### About this exercise
Only the lines from the top of the data through the line with "position:relative; flex:1; overflow:hidden" should be repeated, each exactly as written.

^^^^

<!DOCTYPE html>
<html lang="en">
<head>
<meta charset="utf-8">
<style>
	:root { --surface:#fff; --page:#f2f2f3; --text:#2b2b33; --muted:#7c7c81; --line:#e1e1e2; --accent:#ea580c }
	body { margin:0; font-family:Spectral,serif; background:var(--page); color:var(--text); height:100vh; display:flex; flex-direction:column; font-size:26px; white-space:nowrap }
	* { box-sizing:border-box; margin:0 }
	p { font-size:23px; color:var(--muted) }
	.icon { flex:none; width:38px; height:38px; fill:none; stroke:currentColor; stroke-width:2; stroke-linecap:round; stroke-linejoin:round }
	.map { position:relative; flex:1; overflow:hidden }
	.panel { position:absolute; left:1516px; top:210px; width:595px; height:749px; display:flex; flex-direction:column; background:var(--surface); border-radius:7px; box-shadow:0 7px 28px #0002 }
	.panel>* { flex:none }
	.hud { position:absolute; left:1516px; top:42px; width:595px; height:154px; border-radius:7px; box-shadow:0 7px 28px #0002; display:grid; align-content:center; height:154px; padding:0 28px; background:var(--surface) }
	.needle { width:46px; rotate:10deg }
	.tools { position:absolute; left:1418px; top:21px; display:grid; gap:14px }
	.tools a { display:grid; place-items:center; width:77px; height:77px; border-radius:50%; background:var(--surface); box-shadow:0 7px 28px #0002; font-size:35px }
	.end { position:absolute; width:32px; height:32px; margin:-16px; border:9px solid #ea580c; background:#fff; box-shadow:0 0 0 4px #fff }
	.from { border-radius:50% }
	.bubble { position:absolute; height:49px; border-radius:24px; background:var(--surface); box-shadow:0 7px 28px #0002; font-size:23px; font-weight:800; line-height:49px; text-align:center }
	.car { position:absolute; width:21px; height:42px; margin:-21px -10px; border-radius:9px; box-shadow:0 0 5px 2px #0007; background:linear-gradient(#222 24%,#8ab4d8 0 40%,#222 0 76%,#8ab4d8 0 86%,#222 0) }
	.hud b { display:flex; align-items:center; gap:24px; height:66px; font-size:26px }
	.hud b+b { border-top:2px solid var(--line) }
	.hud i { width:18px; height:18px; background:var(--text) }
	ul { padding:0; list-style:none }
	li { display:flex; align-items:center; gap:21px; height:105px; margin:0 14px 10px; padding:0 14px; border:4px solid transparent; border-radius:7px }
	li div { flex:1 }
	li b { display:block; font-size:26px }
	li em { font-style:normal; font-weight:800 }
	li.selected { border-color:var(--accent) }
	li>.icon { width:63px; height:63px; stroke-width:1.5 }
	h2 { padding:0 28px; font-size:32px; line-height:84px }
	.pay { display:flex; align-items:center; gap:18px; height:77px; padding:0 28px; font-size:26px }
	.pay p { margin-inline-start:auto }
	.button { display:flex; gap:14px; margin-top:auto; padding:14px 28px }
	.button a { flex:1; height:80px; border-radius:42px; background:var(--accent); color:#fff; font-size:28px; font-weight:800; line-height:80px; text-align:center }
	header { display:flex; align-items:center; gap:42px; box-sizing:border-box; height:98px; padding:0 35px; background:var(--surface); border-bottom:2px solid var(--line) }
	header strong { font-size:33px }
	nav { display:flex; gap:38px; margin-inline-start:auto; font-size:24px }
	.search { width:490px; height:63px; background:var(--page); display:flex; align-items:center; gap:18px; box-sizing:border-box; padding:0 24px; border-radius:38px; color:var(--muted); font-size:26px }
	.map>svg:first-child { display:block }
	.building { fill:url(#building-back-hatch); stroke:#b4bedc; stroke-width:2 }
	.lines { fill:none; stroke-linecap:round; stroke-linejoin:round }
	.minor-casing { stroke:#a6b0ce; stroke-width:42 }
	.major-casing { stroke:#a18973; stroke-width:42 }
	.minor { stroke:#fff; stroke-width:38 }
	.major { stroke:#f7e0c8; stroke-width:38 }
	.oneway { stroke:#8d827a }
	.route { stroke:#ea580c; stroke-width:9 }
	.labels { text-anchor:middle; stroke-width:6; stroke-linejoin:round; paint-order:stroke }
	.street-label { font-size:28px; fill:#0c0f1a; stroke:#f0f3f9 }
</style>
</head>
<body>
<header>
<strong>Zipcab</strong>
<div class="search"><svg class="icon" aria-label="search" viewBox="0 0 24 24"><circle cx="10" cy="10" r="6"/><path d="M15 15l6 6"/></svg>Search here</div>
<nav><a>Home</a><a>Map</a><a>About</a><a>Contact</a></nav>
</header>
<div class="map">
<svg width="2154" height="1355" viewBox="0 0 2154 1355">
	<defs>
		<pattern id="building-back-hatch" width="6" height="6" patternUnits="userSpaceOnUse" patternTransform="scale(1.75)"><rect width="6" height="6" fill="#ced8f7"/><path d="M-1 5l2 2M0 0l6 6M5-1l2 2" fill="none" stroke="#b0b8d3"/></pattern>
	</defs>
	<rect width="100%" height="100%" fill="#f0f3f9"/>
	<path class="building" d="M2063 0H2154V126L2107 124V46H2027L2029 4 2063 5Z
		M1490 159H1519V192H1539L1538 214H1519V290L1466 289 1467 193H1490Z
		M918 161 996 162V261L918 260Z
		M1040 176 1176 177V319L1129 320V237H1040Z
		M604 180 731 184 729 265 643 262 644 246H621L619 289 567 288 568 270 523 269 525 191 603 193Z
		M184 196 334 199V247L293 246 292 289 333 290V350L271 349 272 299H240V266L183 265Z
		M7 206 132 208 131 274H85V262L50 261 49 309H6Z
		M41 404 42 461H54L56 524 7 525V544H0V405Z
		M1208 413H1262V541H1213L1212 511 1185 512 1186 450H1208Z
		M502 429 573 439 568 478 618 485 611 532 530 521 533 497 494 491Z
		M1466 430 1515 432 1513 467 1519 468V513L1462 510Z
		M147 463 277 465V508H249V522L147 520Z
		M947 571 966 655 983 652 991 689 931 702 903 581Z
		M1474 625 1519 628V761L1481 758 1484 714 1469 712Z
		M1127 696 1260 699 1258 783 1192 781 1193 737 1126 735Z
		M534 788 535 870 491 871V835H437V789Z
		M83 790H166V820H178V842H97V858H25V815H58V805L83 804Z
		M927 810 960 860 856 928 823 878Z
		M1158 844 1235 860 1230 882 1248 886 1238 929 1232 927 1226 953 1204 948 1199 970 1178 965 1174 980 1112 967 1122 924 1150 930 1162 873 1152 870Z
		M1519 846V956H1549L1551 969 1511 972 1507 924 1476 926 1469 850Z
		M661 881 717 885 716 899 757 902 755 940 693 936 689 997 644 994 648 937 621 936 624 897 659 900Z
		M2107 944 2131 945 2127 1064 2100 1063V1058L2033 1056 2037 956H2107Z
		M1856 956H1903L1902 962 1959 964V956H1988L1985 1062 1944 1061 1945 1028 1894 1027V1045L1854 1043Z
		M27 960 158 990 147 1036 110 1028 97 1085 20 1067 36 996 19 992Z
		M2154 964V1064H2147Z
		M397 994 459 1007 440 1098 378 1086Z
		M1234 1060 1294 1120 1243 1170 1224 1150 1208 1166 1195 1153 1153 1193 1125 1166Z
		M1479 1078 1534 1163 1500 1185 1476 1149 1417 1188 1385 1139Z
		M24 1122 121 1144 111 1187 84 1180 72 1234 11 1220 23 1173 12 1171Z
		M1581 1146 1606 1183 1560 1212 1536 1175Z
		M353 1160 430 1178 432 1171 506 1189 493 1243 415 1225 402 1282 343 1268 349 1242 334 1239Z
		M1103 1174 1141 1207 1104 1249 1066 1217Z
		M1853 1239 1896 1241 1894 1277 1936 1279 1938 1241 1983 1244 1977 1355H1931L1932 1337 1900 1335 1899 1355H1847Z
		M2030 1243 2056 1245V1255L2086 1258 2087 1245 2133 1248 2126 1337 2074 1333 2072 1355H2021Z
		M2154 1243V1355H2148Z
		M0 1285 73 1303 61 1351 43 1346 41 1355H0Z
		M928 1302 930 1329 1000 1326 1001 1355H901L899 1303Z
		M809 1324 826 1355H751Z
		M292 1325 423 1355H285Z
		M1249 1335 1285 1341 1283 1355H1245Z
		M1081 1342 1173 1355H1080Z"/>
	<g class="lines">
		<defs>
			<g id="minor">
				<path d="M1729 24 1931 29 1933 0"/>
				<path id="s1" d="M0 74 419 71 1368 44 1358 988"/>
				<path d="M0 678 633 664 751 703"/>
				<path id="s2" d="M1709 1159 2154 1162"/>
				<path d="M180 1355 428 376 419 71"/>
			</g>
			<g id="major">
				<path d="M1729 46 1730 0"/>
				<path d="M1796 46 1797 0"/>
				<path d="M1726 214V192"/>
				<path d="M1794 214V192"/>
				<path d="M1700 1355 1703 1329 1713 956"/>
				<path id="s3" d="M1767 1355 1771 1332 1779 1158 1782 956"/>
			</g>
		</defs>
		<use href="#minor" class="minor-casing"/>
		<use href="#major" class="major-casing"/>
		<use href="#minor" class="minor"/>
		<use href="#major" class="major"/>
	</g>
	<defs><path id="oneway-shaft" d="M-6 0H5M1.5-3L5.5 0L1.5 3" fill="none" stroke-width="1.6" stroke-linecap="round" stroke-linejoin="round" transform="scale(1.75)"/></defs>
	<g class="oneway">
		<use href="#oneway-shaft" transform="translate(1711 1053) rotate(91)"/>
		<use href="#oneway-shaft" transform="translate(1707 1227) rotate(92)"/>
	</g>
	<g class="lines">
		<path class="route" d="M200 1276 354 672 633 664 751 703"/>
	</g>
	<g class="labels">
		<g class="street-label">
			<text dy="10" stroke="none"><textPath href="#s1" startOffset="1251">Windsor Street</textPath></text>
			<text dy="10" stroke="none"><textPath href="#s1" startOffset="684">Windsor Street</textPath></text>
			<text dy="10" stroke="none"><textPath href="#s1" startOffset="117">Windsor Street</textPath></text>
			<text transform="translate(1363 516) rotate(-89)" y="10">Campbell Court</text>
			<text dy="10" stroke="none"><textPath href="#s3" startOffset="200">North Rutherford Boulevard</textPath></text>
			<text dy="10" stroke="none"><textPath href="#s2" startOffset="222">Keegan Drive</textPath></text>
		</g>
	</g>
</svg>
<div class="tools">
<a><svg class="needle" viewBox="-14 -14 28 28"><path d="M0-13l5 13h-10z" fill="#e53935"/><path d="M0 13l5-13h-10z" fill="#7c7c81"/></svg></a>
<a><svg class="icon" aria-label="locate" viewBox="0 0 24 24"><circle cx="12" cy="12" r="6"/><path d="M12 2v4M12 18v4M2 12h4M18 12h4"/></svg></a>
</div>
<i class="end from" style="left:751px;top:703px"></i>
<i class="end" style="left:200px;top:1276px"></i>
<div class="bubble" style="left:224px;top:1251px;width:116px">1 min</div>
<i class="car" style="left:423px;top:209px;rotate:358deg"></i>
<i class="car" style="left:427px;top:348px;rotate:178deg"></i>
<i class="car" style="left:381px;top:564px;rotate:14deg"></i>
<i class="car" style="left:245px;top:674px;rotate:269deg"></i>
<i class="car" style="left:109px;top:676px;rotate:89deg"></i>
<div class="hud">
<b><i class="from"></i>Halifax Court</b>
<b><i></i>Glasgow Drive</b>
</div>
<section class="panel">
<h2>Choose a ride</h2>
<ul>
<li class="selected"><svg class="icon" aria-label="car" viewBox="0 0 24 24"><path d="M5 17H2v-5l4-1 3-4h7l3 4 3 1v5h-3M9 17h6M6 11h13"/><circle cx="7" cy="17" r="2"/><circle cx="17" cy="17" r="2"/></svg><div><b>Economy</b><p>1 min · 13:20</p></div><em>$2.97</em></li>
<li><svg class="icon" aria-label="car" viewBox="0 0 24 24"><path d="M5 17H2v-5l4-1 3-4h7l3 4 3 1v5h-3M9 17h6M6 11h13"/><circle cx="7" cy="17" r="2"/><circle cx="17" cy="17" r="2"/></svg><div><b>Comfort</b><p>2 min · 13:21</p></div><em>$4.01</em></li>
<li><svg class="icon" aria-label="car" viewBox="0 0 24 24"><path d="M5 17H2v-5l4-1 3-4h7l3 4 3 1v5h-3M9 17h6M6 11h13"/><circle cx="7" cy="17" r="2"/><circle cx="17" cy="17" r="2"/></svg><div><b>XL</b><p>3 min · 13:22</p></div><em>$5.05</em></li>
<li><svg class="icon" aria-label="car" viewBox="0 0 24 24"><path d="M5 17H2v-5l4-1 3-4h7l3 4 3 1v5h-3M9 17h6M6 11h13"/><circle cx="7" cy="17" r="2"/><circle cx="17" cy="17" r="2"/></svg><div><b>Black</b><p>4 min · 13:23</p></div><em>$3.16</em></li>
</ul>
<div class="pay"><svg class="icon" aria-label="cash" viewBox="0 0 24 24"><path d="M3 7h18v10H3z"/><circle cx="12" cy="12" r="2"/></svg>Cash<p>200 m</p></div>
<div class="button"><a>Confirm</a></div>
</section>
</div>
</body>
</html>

^^^^

### Your solution
<!DOCTYPE html>
<html lang="en">
<head>
<meta charset="utf-8">
<style>
	:root { --surface:#fff; --page:#f2f2f3; --text:#2b2b33; --muted:#7c7c81; --line:#e1e1e2; --accent:#ea580c }
	body { margin:0; font-family:Spectral,serif; background:var(--page); color:var(--text); height:100vh; display:flex; flex-direction:column; font-size:26px; white-space:nowrap }
	* { box-sizing:border-box; margin:0 }
	p { font-size:23px; color:var(--muted) }
	.icon { flex:none; width:38px; height:38px; fill:none; stroke:currentColor; stroke-width:2; stroke-linecap:round; stroke-linejoin:round }
	.map { position:relative; flex:1; overflow:hidden }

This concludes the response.